ACTIVITY -> Set down, word for word, the line with "Find all street" and the lines after it through the final line of the data below, without pictures.

>>>

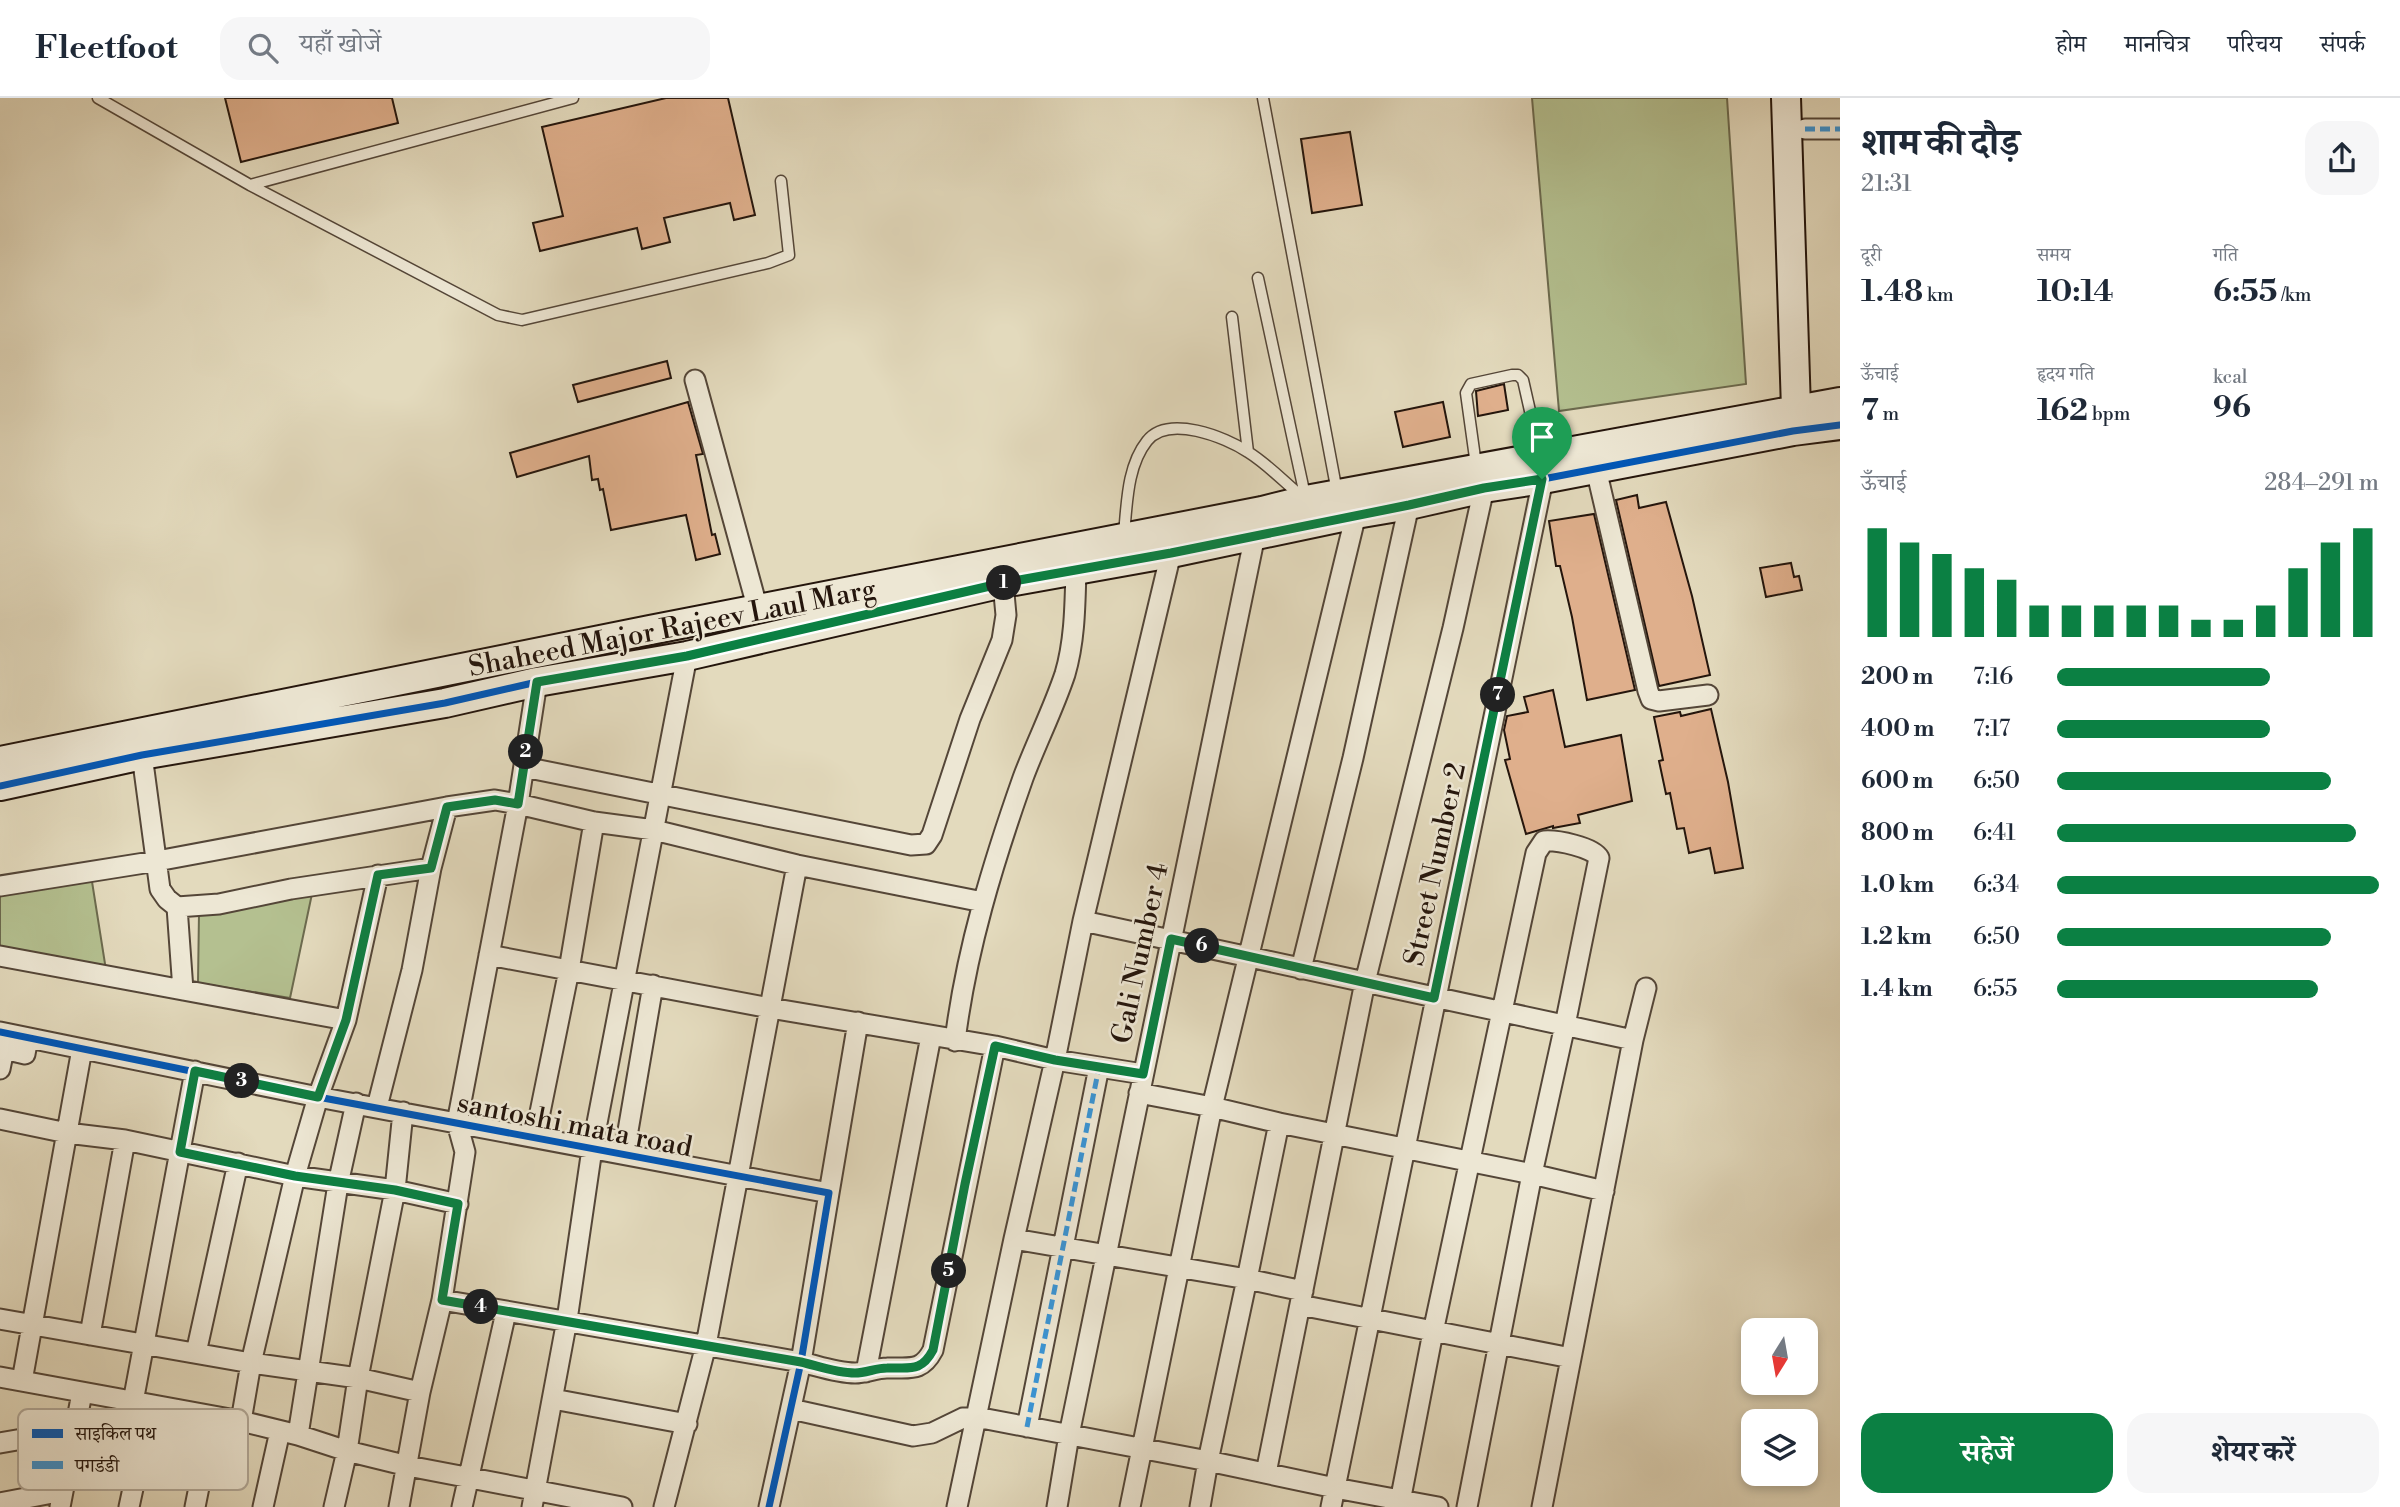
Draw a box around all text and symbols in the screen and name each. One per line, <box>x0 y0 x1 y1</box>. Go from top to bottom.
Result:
search box <box>220 17 710 80</box>
text: Fleetfoot <box>35 28 178 69</box>
text: यहाँ खोजें <box>300 28 381 60</box>
icon: search <box>244 29 282 67</box>
text: होम <box>2056 30 2086 60</box>
text: मानचित्र <box>2124 30 2190 60</box>
text: परिचय <box>2228 30 2282 60</box>
text: संपर्क <box>2320 30 2365 60</box>
text: शाम की दौड़ <box>1861 120 2020 167</box>
button: share <box>2305 121 2379 195</box>
text: 21:31 <box>1861 170 1912 198</box>
text: दूरी <box>1861 243 1882 267</box>
text: समय <box>2037 243 2070 267</box>
text: गति <box>2213 243 2238 267</box>
text: 1.48 <box>1861 273 1923 311</box>
text: 10:14 <box>2037 273 2114 311</box>
text: 6:55 <box>2213 273 2277 311</box>
text: km <box>1923 283 1954 307</box>
text: /km <box>2277 283 2311 307</box>
text: ऊँचाई <box>1861 362 1898 386</box>
text: हृदय गति <box>2037 362 2094 386</box>
text: kcal <box>2213 365 2247 389</box>
text: 96 <box>2213 389 2251 427</box>
text: 7 <box>1861 392 1879 430</box>
text: 162 <box>2037 392 2088 430</box>
text: m <box>1879 402 1899 426</box>
text: bpm <box>2088 402 2130 426</box>
pin <box>1512 407 1572 479</box>
icon: arrive <box>1523 418 1561 456</box>
text: ऊँचाई <box>1861 469 1906 497</box>
text: 284–291 m <box>2264 469 2379 497</box>
pin: 1 <box>986 566 1021 601</box>
text: 1 <box>999 570 1008 594</box>
street label: Shaheed Major Rajeev Laul Marg <box>466 572 879 685</box>
text: 200 m <box>1861 663 1933 691</box>
text: 7:16 <box>1973 663 2013 691</box>
pin: 7 <box>1480 678 1516 712</box>
text: 7 <box>1492 682 1503 706</box>
text: 400 m <box>1861 715 1934 743</box>
text: 7:17 <box>1973 715 2010 743</box>
pin: 2 <box>508 734 544 770</box>
text: 2 <box>520 739 531 763</box>
street label: Street Number 2 <box>1397 760 1474 969</box>
text: 600 m <box>1861 767 1934 795</box>
text: 6:50 <box>1973 767 2020 795</box>
text: 800 m <box>1861 819 1934 847</box>
text: 6:41 <box>1973 819 2016 847</box>
street label: Gali Number 4 <box>1104 860 1177 1047</box>
text: 1.0 km <box>1861 871 1934 899</box>
text: 6:34 <box>1973 871 2019 899</box>
text: 1.2 km <box>1861 923 1932 951</box>
text: 6:50 <box>1973 923 2020 951</box>
pin: 6 <box>1184 928 1220 964</box>
text: 6 <box>1196 933 1207 957</box>
text: 1.4 km <box>1861 975 1933 1003</box>
text: 6:55 <box>1973 975 2017 1003</box>
pin: 3 <box>224 1063 260 1098</box>
text: 3 <box>236 1068 247 1092</box>
street label: santoshi mata road <box>454 1085 695 1165</box>
pin: 5 <box>932 1254 967 1288</box>
text: 5 <box>943 1258 954 1282</box>
pin: 4 <box>463 1290 498 1324</box>
text: 4 <box>474 1294 487 1318</box>
north arrow <box>1741 1318 1818 1395</box>
map controls <box>1741 1318 1818 1486</box>
legend <box>18 1409 248 1490</box>
button: layers <box>1741 1409 1818 1486</box>
button: सहेजें <box>1861 1413 2113 1493</box>
button: शेयर करें <box>2127 1413 2379 1493</box>
text: साइकिल पथ <box>74 1422 157 1446</box>
text: पगडंडी <box>74 1454 120 1478</box>

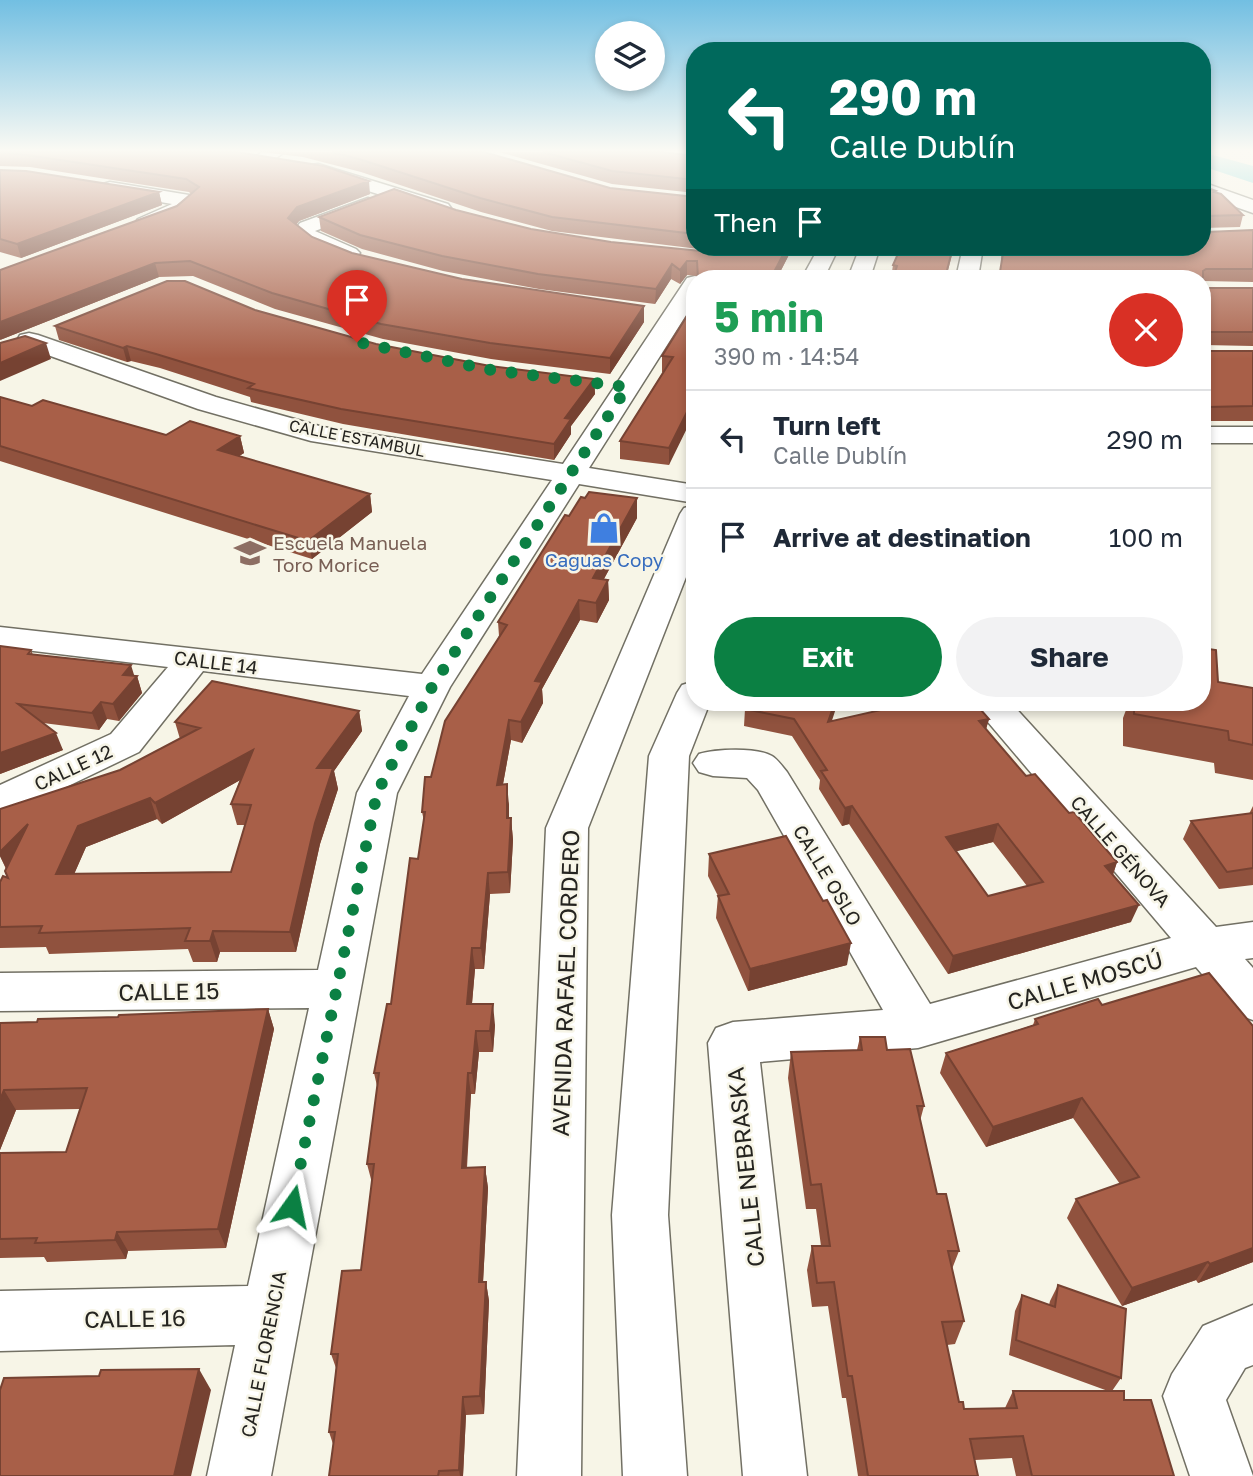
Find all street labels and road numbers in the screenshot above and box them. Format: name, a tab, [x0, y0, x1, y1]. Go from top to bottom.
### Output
street label: CALLE ESTAMBUL	[287, 415, 427, 461]
street label: CALLE 14	[173, 645, 259, 679]
street label: CALLE 12	[30, 739, 116, 795]
street label: CALLE GÉNOVA	[1066, 791, 1176, 912]
street label: CALLE OSLO	[789, 820, 867, 930]
street label: AVENIDA RAFAEL CORDERO	[546, 829, 584, 1137]
street label: CALLE MOSCÚ	[1004, 944, 1166, 1016]
street label: CALLE 15	[118, 976, 220, 1006]
street label: CALLE NEBRASKA	[721, 1066, 769, 1268]
street label: CALLE FLORENCIA	[236, 1268, 290, 1439]
street label: CALLE 16	[84, 1303, 186, 1333]

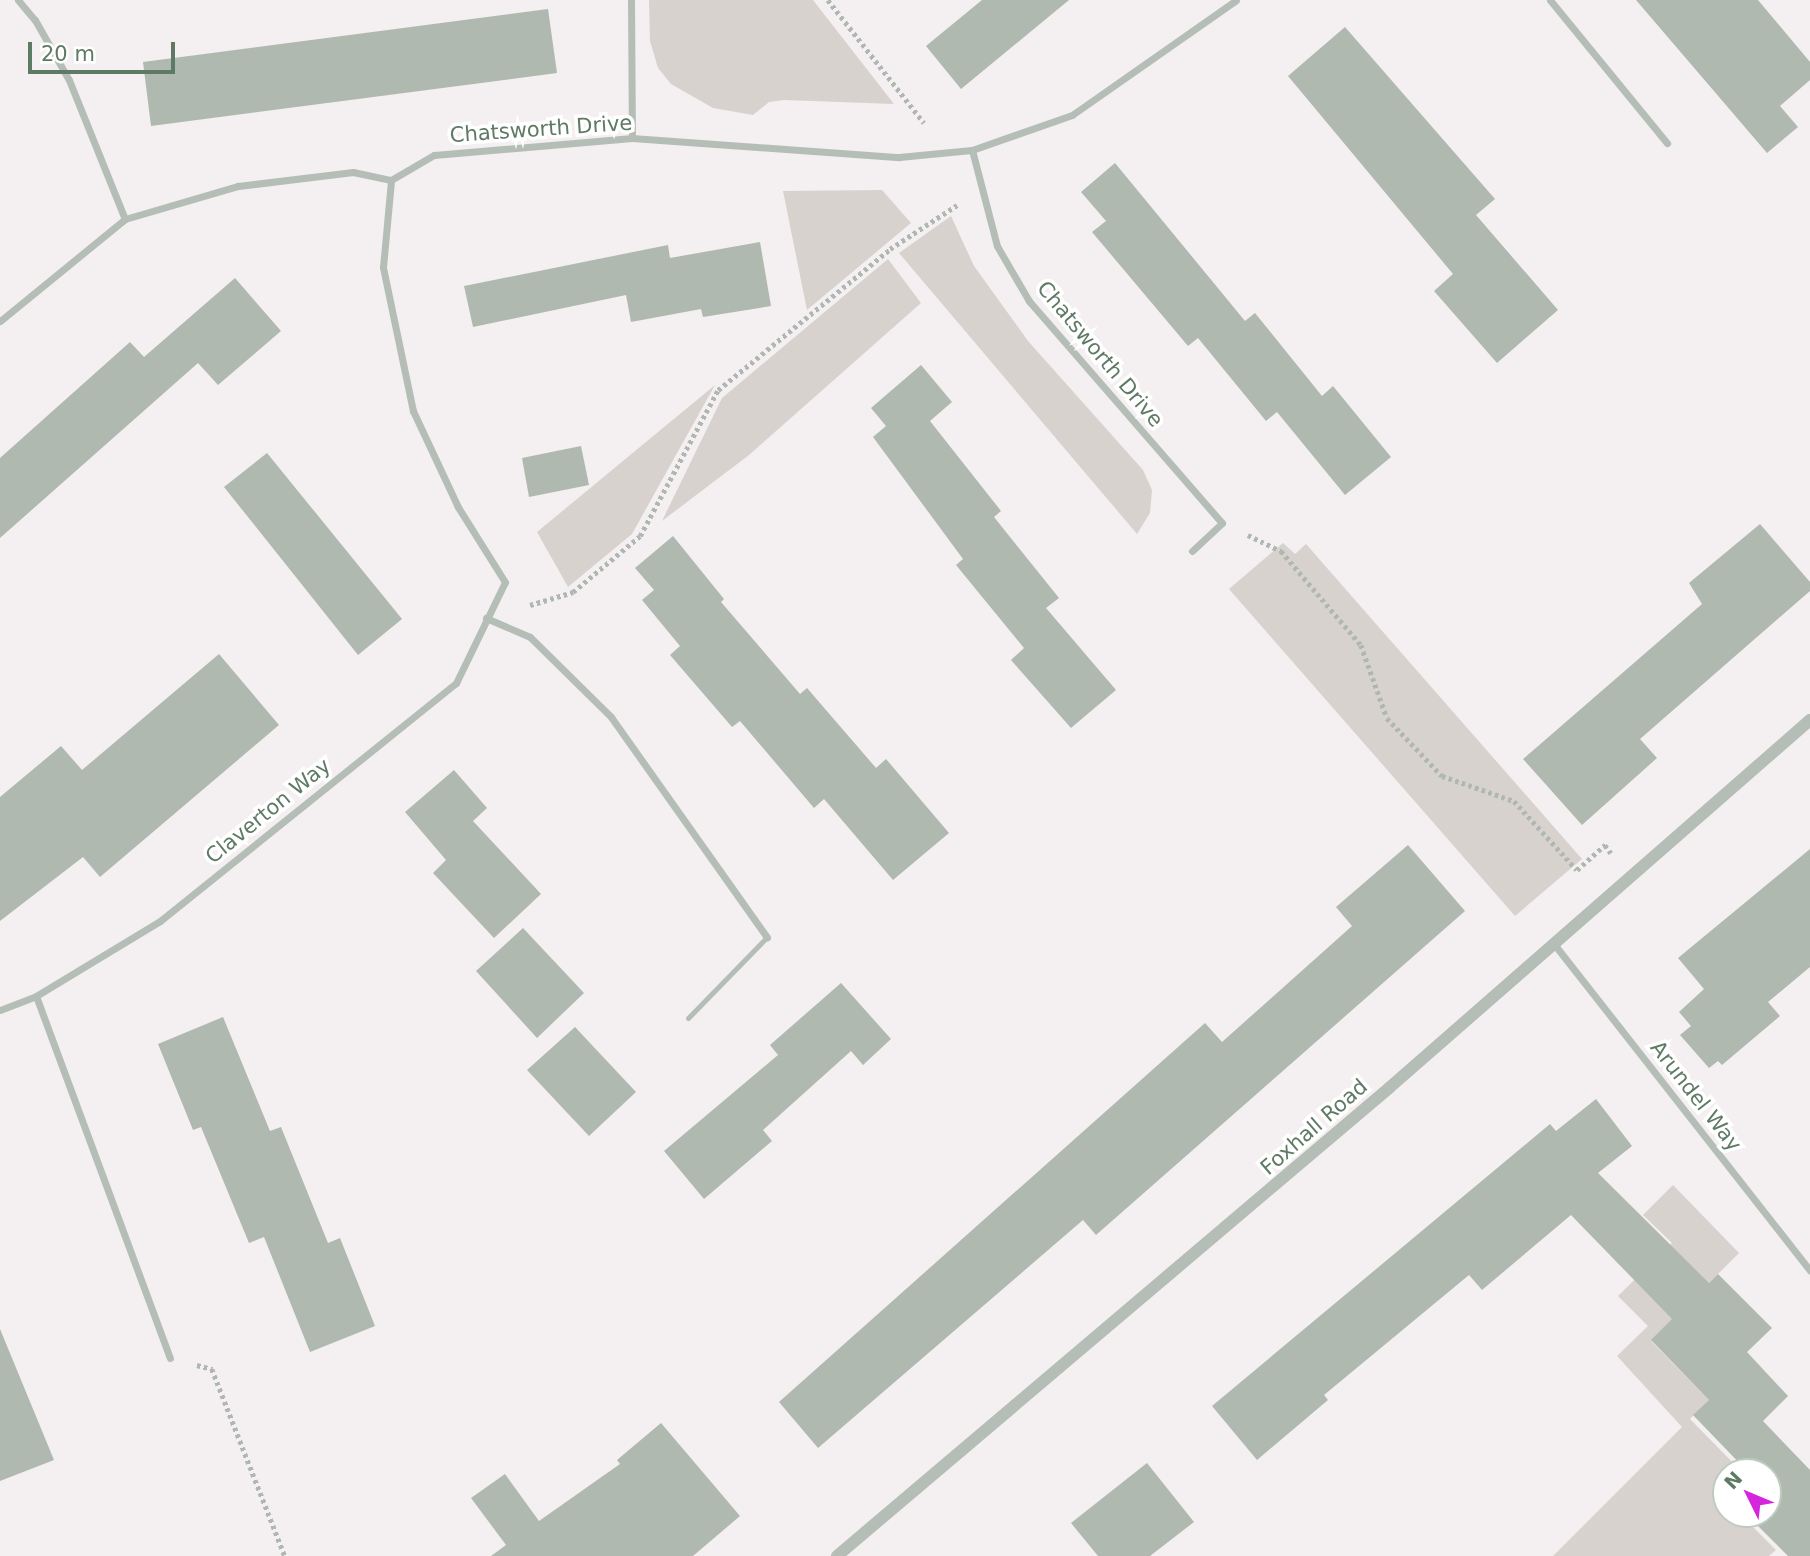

<<<

TASK RESPONSE ->
Find all street labels and road numbers in the screenshot above and box them. Format: name, a tab, [x0, y0, x1, y1]. Go from top to bottom.
### Output
street label: CALLE ESTAMBUL	[287, 415, 427, 461]
street label: CALLE 14	[173, 645, 259, 679]
street label: CALLE 12	[30, 739, 116, 795]
street label: CALLE GÉNOVA	[1066, 791, 1176, 912]
street label: CALLE OSLO	[789, 820, 867, 930]
street label: AVENIDA RAFAEL CORDERO	[546, 829, 584, 1137]
street label: CALLE MOSCÚ	[1004, 944, 1166, 1016]
street label: CALLE 15	[118, 976, 220, 1006]
street label: CALLE NEBRASKA	[721, 1066, 769, 1268]
street label: CALLE FLORENCIA	[236, 1268, 290, 1439]
street label: CALLE 16	[84, 1303, 186, 1333]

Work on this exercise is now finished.